Apertura del monumento 1923 (≈ 1923)
Erezione a Sainte-Foy-la-Grande e Pineuilh
21 octobre 2014
Monumento storico
Monumento storico 21 octobre 2014 (≈ 2014)
Registrazione per ordine ufficiale
1er quart XXe siècle
Periodo di costruzione
Periodo di costruzione 1er quart XXe siècle (≈ 2025)
Prima del XX secolo
Aujourd'hui
Aujourd'hui
Aujourd'hui Aujourd'hui (≈ 2025)
Position de référence.
Patrimonio
Il monumento ai morti nella sua interezza, il suo cancello e l'isolotto dove si trova il monumento (cad. AC, non cadastre, pubblico dominio, cf. piano allegato al decreto): iscrizione per decreto del 21 ottobre 2014
Dati chiave
Jean Camus - Sculptore
Autore della scultura principale
Origine e storia
Il monumento ai morti della guerra 1914-1918 di Sainte-Foy-la-Grande, eretto all'inizio del XX secolo, è un tributo condiviso con la città vicina di Pineuilh. Inaugurato nel 1923, si distingue per una composizione intagliata che rappresenta un nonno seduto, mostrando a suo nipote il casco trafitto da un guscio di suo padre, morto in combattimento. Questa opera, realizzata dallo scultore Jean Camus, è sostenuta da una parete decorata con piedi di vite, che simboleggia sia il lutto che la trasmissione della memoria.
Il monumento, completamente classificato con la sua griglia e isolotto, è stato iscritto nei Monumenti Storici per ordine del 21 ottobre 2014. La sua posizione, a 55 Boulevard Laregnère, è approssimativa, con una precisione considerata equa (nota di 5/10).
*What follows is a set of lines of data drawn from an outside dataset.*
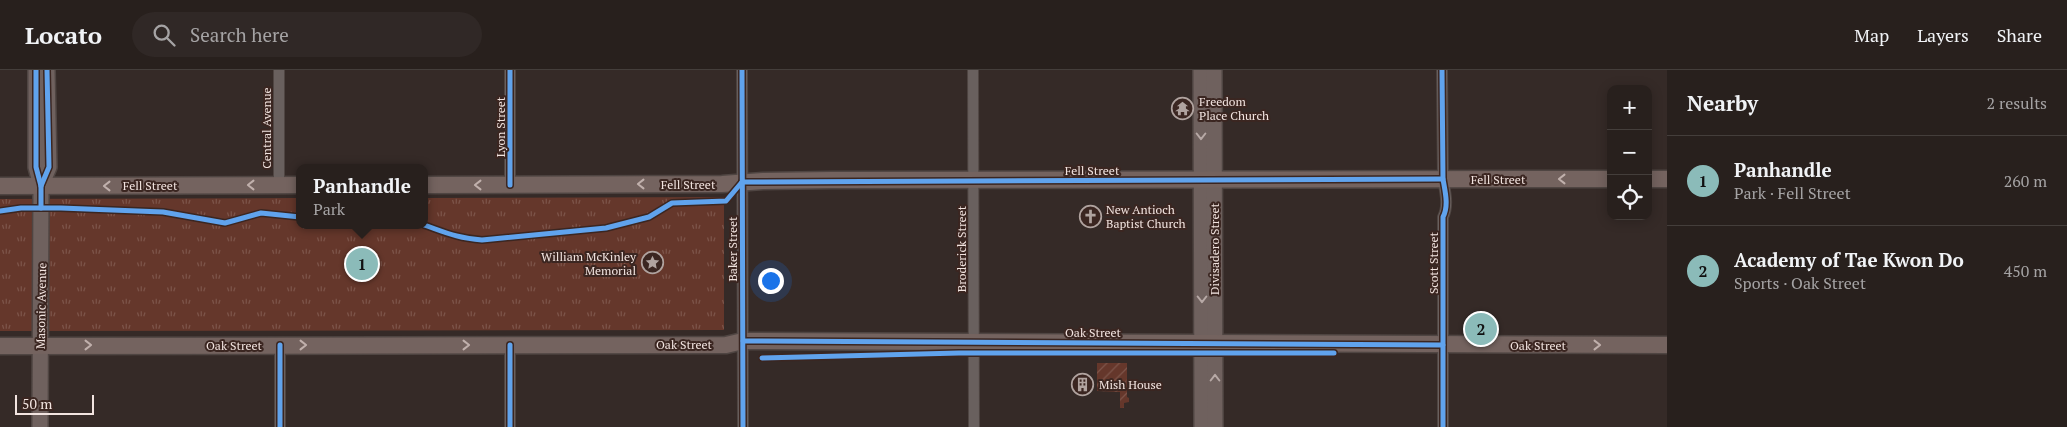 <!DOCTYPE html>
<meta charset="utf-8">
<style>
body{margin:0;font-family:"PT Serif",serif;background:#302826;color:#f1f3f6}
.controls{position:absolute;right:15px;top:15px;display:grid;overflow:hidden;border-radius:10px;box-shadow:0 2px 12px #0003}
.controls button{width:45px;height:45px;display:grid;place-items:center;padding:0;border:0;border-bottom:1px solid #443e3b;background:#28201d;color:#f1f3f6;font:25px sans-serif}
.scale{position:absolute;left:15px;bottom:12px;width:79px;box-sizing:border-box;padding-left:5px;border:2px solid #f2e4e0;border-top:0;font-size:14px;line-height:18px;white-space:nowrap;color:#f2e4e0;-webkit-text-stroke:4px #3b2621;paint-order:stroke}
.you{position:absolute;left:770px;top:210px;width:18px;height:18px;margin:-12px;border:4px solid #fff;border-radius:50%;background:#1a73e8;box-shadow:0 0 0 8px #1a73e833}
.badge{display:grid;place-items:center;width:32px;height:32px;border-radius:50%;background:#8bbbb9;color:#111;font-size:16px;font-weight:700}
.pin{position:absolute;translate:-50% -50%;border:2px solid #fff;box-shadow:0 1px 5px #0006}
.popup{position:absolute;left:296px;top:94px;width:132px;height:65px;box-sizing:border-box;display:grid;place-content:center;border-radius:10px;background:#28201d;filter:drop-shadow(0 1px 4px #0005);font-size:16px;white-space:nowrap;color:#a5a3a4}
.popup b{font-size:19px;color:#f1f3f6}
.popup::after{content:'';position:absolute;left:50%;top:100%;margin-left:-10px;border:10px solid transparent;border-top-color:#28201d}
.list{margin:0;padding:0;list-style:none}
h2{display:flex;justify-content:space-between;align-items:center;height:65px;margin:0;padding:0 20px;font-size:21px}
h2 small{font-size:16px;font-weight:400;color:#a5a3a4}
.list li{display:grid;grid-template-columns:32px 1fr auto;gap:15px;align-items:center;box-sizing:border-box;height:90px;padding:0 20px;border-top:1px solid #443e3b}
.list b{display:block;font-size:19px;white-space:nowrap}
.list p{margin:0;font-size:16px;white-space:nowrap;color:#a5a3a4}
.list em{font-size:16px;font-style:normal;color:#a5a3a4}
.icon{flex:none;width:28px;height:28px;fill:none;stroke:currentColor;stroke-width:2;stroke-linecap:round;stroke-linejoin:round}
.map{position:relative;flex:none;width:1667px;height:357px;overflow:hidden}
header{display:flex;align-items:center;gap:30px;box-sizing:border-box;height:70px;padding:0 25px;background:#28201d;border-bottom:1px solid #443e3b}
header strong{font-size:24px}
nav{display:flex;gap:28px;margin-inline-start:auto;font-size:18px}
.search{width:350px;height:45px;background:#302826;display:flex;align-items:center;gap:12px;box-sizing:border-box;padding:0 18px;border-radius:28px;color:#a5a3a4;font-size:19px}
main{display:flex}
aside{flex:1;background:#28201d}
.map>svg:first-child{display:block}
.park{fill:url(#park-tufts)}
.garden{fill:url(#garden-furrows)}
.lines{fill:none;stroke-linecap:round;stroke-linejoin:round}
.street-casing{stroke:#4f4542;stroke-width:12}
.secondary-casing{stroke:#4f4542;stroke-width:18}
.primary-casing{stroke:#4f4542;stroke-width:19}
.street{stroke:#69605e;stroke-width:10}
.secondary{stroke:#6f615e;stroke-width:15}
.primary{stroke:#74635f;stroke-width:16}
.cycleway-casing{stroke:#3b2621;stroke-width:8}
.cycleway{stroke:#60a3ed;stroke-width:5}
.oneway{stroke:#b7a9a6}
.oneway2{stroke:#c0b0ac}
.labels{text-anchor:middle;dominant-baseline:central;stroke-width:4;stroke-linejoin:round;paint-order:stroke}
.poi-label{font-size:12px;fill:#f2e4e0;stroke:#3b2621;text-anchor:start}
.street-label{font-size:12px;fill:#f2e4e0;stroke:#3b2621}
</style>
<header>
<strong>Locato</strong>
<div class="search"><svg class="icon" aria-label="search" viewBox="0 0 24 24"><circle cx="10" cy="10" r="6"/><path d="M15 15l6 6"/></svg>Search here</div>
<nav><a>Map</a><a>Layers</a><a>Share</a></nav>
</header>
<main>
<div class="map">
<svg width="1667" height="357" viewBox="0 0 1667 357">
<defs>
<pattern id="park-tufts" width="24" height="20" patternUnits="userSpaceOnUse" patternTransform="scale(1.25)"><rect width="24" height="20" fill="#65372b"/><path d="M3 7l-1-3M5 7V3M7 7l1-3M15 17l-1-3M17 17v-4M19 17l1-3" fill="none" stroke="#7c5449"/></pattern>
<pattern id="garden-furrows" width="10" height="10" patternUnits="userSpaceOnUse" patternTransform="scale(1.25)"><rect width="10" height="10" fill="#65372b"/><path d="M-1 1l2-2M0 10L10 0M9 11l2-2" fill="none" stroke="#7c5449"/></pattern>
</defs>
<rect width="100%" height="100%" fill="#352a27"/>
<path class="park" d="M724 127V260L0 261V129L299 128 300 155H424L425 128Z"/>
<path class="garden" d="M1097 293H1127V327L1129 328V332L1124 333V338H1120V322L1097 321Z"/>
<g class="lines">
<defs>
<g id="street">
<path d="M279 0V115"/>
<path d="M510 0V115"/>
<path d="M742 0 743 357"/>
<path d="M973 0 974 357"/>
<path d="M1442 0 1443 109C1445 121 1449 136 1443 147V357"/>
<path d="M280 275V357"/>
<path d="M510 275V357"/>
</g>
<g id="secondary">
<path d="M36 0V97L41 116 40 357"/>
<path d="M1201 0 1202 357"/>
<path d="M1214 0 1215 357"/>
<path d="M41 116 49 97 47 0"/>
</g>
<g id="primary">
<path d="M1648 109H1667"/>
<path d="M424 115 722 114 763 111 832 110 1611 109"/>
<path d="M0 116 300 115"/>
<path d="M0 276 726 275 743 271C1051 273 1359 275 1667 275"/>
</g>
</defs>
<use href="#street" class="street-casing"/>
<use href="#secondary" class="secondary-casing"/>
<use href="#primary" class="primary-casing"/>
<use href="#street" class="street"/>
<use href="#secondary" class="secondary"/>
<use href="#primary" class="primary"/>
<defs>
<g id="cycleway">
<path d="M36 0V97L41 116V138"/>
<path d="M510 0V115"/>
<path d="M742 0 743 357"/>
<path d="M1442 0 1443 109C1445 121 1449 136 1443 147V357"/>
<path d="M742 112 1443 109"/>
<path d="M41 116 49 97 47 0"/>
<path d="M0 141 21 138H61L163 142 225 153 261 143 300 147"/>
<path d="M424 155C447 163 457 168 482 170L606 158 649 147 672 133 726 131 742 112"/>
<path d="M743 271 1443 275"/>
<path d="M280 275V357"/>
<path d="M510 275V357"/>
<path d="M762 288 959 283H1334"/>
</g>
</defs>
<use href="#cycleway" class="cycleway-casing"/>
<use href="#cycleway" class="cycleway"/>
</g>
<defs><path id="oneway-chevron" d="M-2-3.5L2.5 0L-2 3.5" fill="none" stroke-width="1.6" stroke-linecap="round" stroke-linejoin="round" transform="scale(1.25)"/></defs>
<g class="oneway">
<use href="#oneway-chevron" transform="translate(1201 66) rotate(90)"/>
<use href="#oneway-chevron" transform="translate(1202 229) rotate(90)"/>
<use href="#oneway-chevron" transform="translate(1215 308) rotate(-90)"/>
</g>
<g class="oneway2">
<use href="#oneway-chevron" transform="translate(1562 109) rotate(180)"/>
<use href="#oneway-chevron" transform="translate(641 114) rotate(180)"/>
<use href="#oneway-chevron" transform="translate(251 115) rotate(180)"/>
<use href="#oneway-chevron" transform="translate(478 115) rotate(180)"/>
<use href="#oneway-chevron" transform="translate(107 116) rotate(180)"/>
<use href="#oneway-chevron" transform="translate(88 275)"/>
<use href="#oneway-chevron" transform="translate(303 275)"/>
<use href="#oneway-chevron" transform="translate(466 275)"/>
<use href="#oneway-chevron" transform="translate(1597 275)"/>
</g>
<defs>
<symbol id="temple-ring" viewBox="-11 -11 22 22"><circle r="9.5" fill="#3b2621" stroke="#b0a39f" stroke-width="1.5"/><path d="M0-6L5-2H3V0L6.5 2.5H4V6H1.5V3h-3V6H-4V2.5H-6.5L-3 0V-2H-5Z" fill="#b0a39f"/></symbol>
<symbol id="church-ring" viewBox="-11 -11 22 22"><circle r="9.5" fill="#3b2621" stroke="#b0a39f" stroke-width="1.5"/><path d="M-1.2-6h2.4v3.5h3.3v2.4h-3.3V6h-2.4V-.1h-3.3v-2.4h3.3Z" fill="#b0a39f"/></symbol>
<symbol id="sight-ring" viewBox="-11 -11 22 22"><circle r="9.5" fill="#3b2621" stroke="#b0a39f" stroke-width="1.5"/><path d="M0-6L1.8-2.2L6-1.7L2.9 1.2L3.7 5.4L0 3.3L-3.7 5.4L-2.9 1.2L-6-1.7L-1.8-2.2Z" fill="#b0a39f"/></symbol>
<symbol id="building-ring" viewBox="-11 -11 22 22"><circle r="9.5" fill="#3b2621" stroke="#b0a39f" stroke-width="1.5"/><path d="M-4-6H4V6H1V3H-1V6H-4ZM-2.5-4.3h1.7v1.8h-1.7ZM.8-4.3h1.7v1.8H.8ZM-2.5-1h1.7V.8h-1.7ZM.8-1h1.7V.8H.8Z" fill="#b0a39f"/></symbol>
</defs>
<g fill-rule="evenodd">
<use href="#temple-ring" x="1170" y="26" width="25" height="25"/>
<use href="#church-ring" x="1078" y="134" width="25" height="25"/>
<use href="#sight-ring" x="640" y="180" width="25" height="25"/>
<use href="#building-ring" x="1070" y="302" width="25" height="25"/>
</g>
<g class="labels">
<g class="poi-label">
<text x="1199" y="31">Freedom<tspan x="1199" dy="14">Place Church</tspan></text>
<text x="1106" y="139">New Antioch<tspan x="1106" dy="14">Baptist Church</tspan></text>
<text x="636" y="186" text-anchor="end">William McKinley<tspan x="636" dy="14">Memorial</tspan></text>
<text x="1099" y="314">Mish House</text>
</g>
<g class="street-label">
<text transform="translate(500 57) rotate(-90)">Lyon Street</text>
<text transform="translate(266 58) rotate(-90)">Central Avenue</text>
<text x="1092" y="100">Fell Street</text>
<text x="1498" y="109">Fell Street</text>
<text x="688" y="114">Fell Street</text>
<text x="150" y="115">Fell Street</text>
<text transform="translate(732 179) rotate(-90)">Baker Street</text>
<text transform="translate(961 179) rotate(-90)">Broderick Street</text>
<text transform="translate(1214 179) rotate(-90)">Divisadero Street</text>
<text transform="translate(1433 193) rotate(-90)">Scott Street</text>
<text transform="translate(41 236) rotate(-89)">Masonic Avenue</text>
<text x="1093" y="262">Oak Street</text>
<text x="684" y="274">Oak Street</text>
<text x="234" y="275">Oak Street</text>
<text x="1538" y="275">Oak Street</text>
</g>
</g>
</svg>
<div class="controls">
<button>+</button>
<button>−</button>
<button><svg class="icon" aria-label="locate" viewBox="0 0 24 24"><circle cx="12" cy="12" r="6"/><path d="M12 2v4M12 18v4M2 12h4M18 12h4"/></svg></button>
</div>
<div class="scale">50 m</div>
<div class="you"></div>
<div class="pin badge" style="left:362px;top:194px">1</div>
<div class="popup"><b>Panhandle</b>Park</div>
<div class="pin badge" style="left:1481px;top:259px">2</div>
</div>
<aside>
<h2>Nearby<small>2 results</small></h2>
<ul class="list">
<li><span class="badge">1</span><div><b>Panhandle</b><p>Park · Fell Street</p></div><em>260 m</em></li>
<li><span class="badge">2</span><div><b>Academy of Tae Kwon Do</b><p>Sports · Oak Street</p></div><em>450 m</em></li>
</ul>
</aside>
</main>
Di proprietà del comune, esso incarna una doppia dimensione: un tributo ai soldati mancanti e una testimonianza artistica del periodo post-bellico, segnata dall'opera di Jean Camus.
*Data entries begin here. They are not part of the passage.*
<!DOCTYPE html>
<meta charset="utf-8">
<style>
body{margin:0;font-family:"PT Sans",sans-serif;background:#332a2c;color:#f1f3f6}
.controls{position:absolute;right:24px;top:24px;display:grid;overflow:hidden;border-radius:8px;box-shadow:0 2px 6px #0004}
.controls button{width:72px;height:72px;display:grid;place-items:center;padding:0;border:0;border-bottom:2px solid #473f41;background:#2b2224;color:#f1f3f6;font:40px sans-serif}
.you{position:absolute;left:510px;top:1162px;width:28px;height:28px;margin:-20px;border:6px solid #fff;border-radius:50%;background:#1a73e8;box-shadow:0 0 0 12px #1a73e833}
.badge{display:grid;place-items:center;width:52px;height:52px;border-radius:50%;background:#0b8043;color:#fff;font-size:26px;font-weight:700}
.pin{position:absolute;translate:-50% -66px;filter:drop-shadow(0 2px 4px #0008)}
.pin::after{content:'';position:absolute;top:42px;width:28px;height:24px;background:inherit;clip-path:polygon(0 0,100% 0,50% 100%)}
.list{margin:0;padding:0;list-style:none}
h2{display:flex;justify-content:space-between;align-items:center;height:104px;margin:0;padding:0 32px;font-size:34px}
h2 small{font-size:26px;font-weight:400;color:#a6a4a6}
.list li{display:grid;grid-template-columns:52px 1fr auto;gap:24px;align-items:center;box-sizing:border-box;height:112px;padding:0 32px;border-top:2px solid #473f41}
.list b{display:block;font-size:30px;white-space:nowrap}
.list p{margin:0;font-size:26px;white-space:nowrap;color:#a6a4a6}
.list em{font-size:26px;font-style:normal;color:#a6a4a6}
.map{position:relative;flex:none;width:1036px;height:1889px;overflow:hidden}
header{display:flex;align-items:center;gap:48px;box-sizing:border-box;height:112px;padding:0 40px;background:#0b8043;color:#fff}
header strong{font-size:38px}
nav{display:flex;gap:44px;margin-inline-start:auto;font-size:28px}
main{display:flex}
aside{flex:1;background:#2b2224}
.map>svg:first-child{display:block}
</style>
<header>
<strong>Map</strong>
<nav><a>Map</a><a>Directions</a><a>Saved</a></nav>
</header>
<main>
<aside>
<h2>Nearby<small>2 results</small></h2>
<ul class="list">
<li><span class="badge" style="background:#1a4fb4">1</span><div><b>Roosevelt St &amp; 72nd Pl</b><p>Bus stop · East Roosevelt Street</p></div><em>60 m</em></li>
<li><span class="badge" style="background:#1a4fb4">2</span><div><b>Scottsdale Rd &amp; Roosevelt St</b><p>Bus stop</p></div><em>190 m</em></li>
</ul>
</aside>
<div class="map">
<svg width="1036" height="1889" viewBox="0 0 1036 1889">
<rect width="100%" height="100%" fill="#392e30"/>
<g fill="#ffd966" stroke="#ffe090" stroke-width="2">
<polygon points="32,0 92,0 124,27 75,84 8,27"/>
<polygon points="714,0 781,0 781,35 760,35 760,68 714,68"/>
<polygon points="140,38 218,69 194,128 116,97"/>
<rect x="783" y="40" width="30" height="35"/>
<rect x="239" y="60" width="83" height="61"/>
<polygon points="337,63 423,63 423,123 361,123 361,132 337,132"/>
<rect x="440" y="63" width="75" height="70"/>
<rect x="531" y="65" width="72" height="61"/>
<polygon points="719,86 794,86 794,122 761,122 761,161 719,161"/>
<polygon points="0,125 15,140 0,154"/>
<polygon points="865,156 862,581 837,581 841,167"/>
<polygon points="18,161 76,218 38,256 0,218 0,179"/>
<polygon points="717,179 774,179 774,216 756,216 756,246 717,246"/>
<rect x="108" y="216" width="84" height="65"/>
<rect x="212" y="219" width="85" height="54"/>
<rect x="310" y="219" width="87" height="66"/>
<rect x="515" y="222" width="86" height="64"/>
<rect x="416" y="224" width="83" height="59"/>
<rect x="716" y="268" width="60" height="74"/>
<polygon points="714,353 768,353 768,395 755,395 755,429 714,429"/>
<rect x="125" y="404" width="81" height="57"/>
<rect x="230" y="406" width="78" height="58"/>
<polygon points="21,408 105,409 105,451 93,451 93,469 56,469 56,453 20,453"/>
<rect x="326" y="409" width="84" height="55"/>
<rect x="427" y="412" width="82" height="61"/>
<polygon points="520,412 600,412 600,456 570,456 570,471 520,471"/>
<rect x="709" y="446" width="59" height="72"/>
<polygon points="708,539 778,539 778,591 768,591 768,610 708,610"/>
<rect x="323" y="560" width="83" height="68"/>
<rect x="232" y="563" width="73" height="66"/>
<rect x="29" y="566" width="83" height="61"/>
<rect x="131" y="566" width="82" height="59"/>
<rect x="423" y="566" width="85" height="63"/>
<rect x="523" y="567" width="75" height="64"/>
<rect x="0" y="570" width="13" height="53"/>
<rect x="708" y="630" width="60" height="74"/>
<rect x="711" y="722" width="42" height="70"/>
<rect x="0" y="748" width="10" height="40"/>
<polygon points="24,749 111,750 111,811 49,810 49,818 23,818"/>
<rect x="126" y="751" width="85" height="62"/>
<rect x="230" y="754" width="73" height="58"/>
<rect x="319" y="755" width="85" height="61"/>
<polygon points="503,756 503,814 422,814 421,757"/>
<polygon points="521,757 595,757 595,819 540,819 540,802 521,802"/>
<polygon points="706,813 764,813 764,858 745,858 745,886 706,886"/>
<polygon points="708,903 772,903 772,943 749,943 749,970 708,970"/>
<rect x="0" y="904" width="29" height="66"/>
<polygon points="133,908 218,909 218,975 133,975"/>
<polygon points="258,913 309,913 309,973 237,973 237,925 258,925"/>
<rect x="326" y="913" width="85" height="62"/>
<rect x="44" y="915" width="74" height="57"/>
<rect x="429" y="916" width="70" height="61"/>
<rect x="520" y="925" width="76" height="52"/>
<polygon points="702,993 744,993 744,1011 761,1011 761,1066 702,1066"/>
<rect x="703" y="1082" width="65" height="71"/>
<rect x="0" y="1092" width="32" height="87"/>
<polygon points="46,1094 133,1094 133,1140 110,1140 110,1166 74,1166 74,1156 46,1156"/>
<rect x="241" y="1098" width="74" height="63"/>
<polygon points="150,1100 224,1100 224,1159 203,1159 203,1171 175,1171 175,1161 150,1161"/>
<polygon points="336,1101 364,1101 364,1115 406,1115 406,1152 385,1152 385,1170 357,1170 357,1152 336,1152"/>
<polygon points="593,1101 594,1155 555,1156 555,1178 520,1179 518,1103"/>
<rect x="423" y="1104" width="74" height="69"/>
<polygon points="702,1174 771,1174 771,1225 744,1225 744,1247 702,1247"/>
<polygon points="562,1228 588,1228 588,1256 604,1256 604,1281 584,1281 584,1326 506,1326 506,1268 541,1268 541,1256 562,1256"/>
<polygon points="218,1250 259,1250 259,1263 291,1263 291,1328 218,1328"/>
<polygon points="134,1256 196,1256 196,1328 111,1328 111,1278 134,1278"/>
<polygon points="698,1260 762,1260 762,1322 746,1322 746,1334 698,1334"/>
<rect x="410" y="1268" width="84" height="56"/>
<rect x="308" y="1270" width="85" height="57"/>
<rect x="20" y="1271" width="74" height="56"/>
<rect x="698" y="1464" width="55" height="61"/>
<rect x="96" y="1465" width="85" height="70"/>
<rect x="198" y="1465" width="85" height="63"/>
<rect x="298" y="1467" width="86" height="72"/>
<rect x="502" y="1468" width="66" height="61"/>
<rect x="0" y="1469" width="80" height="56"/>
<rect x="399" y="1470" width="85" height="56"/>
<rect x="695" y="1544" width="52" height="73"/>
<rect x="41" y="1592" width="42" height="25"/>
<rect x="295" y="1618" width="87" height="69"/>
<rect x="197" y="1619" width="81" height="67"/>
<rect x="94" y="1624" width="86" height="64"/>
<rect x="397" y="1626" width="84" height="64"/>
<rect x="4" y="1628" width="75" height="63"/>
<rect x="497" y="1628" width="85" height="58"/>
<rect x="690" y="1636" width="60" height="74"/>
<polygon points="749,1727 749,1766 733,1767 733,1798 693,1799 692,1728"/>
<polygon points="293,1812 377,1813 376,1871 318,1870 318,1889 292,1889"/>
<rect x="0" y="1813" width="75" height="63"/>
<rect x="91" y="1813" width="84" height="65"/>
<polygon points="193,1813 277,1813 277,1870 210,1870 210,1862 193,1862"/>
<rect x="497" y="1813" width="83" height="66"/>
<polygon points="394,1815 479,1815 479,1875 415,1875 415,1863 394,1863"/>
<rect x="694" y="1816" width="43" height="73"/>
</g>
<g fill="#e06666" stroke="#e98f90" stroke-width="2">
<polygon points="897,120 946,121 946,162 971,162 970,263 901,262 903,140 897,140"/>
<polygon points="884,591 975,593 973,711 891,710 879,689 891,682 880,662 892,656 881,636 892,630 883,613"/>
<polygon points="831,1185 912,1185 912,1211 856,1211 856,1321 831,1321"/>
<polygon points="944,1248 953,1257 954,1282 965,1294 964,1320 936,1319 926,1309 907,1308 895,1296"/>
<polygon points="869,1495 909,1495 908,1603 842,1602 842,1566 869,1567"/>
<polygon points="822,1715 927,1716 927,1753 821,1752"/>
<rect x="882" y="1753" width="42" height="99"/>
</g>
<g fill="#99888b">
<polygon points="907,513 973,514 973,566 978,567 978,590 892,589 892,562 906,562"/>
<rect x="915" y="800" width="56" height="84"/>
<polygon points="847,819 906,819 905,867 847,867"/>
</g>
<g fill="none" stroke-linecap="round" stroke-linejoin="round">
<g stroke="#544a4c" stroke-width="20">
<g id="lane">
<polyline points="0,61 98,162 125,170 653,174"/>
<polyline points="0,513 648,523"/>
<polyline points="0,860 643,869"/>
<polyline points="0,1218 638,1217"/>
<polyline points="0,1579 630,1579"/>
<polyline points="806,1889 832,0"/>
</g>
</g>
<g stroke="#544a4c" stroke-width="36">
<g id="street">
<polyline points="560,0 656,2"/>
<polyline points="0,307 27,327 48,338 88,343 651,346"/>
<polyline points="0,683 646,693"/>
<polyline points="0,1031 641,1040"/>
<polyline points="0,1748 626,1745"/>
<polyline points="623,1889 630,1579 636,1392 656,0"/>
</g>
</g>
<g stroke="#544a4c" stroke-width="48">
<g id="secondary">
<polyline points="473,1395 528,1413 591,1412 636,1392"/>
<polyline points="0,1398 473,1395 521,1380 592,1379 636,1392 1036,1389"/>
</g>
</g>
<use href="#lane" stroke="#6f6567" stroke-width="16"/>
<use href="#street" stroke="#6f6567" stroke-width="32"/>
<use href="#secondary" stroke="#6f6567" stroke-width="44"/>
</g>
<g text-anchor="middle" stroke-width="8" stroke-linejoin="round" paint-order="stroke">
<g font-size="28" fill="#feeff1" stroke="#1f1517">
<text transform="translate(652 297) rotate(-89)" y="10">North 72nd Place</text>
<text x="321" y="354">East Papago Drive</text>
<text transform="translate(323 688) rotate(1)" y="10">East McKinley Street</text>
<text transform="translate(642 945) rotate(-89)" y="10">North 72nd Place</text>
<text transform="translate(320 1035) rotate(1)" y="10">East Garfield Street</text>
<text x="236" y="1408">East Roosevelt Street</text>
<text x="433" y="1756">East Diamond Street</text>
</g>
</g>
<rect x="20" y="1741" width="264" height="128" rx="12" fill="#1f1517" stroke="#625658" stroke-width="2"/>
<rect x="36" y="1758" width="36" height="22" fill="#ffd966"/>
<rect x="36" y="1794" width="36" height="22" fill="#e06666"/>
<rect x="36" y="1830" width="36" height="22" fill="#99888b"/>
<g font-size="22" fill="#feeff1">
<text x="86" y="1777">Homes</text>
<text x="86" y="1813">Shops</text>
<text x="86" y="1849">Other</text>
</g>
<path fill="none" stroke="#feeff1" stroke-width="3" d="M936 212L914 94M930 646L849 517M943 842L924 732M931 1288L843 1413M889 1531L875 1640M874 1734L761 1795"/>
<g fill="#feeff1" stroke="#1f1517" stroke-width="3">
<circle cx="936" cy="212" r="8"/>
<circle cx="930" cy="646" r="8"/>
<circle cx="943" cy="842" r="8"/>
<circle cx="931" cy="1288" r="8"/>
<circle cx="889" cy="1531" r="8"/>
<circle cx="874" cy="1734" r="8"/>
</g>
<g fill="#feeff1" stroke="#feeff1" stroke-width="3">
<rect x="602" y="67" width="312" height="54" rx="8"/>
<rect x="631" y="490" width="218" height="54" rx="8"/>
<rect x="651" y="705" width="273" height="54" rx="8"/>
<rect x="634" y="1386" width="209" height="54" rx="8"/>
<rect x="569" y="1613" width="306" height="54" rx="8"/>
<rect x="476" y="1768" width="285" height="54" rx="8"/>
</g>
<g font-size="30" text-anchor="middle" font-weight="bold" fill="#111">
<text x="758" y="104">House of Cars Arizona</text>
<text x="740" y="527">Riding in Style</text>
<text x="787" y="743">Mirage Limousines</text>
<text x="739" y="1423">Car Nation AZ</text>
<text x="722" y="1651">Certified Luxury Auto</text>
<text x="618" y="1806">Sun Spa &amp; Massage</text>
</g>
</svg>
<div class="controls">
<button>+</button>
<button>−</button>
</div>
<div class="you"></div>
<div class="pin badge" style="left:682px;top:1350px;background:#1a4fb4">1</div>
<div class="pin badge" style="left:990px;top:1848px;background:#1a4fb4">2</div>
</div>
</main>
Questo monumento fa parte di un contesto regionale in cui la Nuova Aquitania, come altri territori francesi, era profondamente segnata dalle perdite della Prima Guerra Mondiale. I monumenti ai morti di questo tempo spesso riflettono un desiderio di commemorazione collettiva, mescolando simboli patriottici e espressioni artistiche locali. A Sainte-Foy-la-Grande, la presenza della vite nella composizione richiama anche l'importanza economica del vino nella regione, mentre allo stesso tempo ancorando la memoria nel paesaggio quotidiano.